**ACTIVITY**
Where an entry contains an image, skip the image and print the rest exactly.

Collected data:
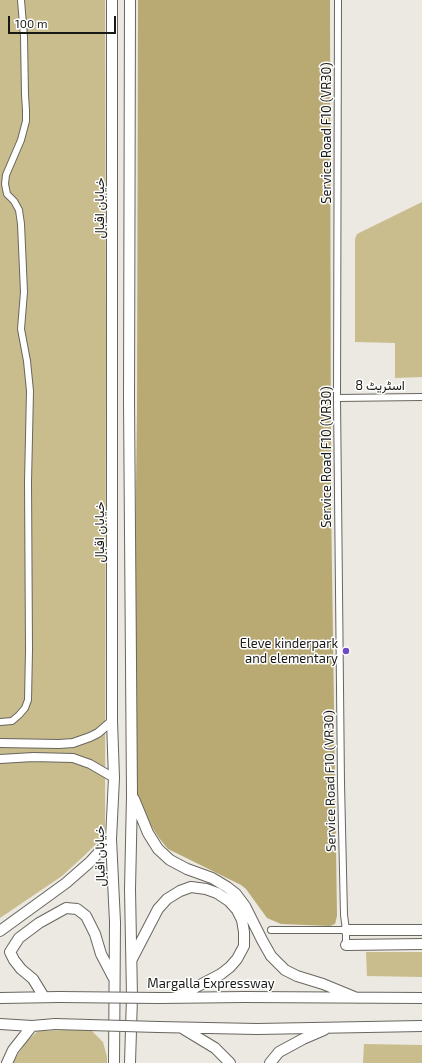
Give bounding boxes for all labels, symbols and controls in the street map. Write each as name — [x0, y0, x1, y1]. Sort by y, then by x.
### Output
scale bar — [10, 8, 118, 34]
text: 100 m — [15, 16, 47, 30]
street label: Service Road F10 (VR30) — [319, 62, 335, 204]
street label: خیابان اقبال — [92, 178, 108, 238]
street label: اسٹریٹ 8 — [355, 378, 405, 394]
street label: Service Road F10 (VR30) — [319, 386, 335, 528]
street label: خیابان اقبال — [92, 502, 108, 562]
place label: Eleve kinderpark and elementary — [240, 636, 338, 667]
marker: Eleve kinderpark and elementary — [341, 646, 351, 656]
street label: Service Road F10 (VR30) — [321, 710, 339, 852]
street label: خیابان اقبال — [92, 825, 108, 887]
street label: Margalla Expressway — [147, 976, 275, 992]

**TASK ANSWER**
Give bounding boxes for all labels, symbols and controls in the street map. Write each as name — [x0, y0, x1, y1]. Sort by y, then by x.
### Output
scale bar — [10, 8, 118, 34]
text: 100 m — [15, 16, 47, 30]
street label: Service Road F10 (VR30) — [319, 62, 335, 204]
street label: خیابان اقبال — [92, 178, 108, 238]
street label: اسٹریٹ 8 — [355, 378, 405, 394]
street label: Service Road F10 (VR30) — [319, 386, 335, 528]
street label: خیابان اقبال — [92, 502, 108, 562]
place label: Eleve kinderpark and elementary — [240, 636, 338, 667]
marker: Eleve kinderpark and elementary — [341, 646, 351, 656]
street label: Service Road F10 (VR30) — [321, 710, 339, 852]
street label: خیابان اقبال — [92, 825, 108, 887]
street label: Margalla Expressway — [147, 976, 275, 992]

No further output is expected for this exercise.